Confini
«Succede che gli uccelli che vivono in gabbia, anche se gli apri la porta non fuggono. […] Mio padre mi ha spiegato che tra gli uccelli piccoli il pettirosso è quello più coraggioso, non ha paura di niente». Assistendo a L’intrusa di Leonardo Di Costanzo, tornano in mente queste parole di Salvatore, il co-protagonista del suo precedente film, L’intervallo (opera prima). Giovanna (una Raffaella Giordano dai lineamenti ruvidi, gli occhi parlanti e ferma e intensa nell’interpretazione) è un po’ come quel pettirosso di sopra, forse qualche paura inconscia ce l’ha, ma ha coraggio da vendere.

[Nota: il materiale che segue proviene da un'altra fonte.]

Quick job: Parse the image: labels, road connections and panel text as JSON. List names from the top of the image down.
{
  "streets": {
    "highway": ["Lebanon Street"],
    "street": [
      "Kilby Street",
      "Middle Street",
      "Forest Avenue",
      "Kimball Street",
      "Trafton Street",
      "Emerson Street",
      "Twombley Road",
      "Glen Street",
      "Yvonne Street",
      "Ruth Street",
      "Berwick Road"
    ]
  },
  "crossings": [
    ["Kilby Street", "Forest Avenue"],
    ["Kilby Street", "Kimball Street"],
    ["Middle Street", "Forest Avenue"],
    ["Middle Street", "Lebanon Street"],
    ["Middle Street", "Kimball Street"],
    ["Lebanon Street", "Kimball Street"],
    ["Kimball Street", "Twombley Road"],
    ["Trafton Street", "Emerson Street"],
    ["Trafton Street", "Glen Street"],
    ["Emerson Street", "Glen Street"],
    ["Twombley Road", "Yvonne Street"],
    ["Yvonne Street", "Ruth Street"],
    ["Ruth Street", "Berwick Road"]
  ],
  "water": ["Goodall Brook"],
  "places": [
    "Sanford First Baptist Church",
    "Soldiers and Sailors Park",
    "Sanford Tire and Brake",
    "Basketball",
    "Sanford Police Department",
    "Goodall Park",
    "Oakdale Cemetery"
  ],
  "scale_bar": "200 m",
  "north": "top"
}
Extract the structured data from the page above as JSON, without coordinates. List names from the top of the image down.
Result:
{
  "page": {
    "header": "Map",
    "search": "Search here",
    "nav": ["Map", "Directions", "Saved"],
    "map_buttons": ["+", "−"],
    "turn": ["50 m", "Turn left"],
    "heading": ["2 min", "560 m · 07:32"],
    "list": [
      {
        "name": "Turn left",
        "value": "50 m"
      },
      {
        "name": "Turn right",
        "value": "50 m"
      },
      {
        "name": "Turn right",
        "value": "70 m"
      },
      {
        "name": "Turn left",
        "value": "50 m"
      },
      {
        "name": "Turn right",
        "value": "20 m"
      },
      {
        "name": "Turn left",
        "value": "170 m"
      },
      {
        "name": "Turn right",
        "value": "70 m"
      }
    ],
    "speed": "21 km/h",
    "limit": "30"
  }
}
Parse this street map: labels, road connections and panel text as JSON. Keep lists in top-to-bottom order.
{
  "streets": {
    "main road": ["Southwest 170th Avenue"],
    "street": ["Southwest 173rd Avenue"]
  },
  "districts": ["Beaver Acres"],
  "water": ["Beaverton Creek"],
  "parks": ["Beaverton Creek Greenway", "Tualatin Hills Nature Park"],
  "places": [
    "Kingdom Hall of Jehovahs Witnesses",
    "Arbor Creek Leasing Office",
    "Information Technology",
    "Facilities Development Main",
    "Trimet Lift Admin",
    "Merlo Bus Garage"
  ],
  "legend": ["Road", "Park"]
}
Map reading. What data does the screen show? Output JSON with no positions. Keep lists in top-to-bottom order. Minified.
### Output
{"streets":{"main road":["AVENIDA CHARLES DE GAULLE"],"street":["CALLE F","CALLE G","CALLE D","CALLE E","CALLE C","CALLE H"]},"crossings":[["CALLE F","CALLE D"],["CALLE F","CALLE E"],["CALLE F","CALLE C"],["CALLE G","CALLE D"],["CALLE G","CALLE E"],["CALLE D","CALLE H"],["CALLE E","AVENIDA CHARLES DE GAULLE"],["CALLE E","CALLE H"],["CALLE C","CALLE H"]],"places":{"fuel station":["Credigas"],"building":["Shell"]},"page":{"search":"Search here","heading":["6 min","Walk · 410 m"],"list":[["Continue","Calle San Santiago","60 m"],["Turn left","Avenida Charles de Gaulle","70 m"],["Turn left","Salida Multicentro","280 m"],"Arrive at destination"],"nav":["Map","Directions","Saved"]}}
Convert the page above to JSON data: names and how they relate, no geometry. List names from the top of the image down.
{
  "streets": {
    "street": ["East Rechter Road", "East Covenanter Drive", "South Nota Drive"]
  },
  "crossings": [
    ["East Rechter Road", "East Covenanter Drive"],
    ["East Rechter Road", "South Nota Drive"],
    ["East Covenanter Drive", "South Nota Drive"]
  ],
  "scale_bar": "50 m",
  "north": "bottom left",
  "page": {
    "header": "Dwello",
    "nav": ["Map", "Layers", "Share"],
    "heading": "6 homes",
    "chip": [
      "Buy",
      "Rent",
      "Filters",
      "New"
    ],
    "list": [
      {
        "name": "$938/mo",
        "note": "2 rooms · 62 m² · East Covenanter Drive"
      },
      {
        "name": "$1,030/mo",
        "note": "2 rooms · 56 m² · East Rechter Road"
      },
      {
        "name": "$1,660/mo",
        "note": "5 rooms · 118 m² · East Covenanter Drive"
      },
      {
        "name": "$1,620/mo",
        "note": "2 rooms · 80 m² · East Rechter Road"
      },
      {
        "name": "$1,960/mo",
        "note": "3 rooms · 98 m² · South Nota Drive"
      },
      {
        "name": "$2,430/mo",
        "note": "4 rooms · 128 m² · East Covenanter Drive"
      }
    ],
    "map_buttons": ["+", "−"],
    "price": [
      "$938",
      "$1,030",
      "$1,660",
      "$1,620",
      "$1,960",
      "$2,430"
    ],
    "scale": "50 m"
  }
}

Se non fosse così, molto probabilmente non sarebbe riuscita a fondare il centro “la Masseria” a Napoli, un luogo che si propone come isola felice rispetto al degrado e alla mafia che imperversano intorno. «Noi non facciamo differenze tra di loro, questo è un posto per i bambini, per tutti i bambini» afferma perentoriamente la donna. Il punto è che quel noi e questa regola non detta, ma di civiltà, si disgrega quando arriva l’intrusa (di qui il titolo). Alla Masseria cerca rifugio, coi suoi due figli, Maria (Valentina Vannino), giovanissima moglie di un camorrista arrestato per un efferato omicidio. Questo “elemento” esterno rompe l’equilibrio creatosi all’interno, destabilizzando, in particolare, gli adulti perché rappresenta tutto quello da cui le madri dei bambini che frequentano il centro stanno cercando di proteggerli. Vengono così messi in campo diversi punti nodali della nostra società e dell’esser uomini, il tutto a partire da domande che si pone la protagonista, rilanciandole a ciascuno. Va protetta questa donna che paga, di riflesso, ciò che è il marito o va tutelata quell’isola felice? A tratti sembra che l’intrusa sia Giovanna e la sceneggiatura (stilata con Maurizio Braucci) gioca un po’ con questa percezione, facendo toccare con mano una situazione quantomai verosimile, rifuggendo dalla semplicistica retorica. Ogni inquadratura risente (positivamente) del background documentaristico di Di Costanzo, abile nel far trasparire uno sguardo sensibile, catturando la realtà, senza oltrepassare mai i confini sia delle storie vere che ha raccontato che di quelle di fiction, ma ben connessa con l’attualità.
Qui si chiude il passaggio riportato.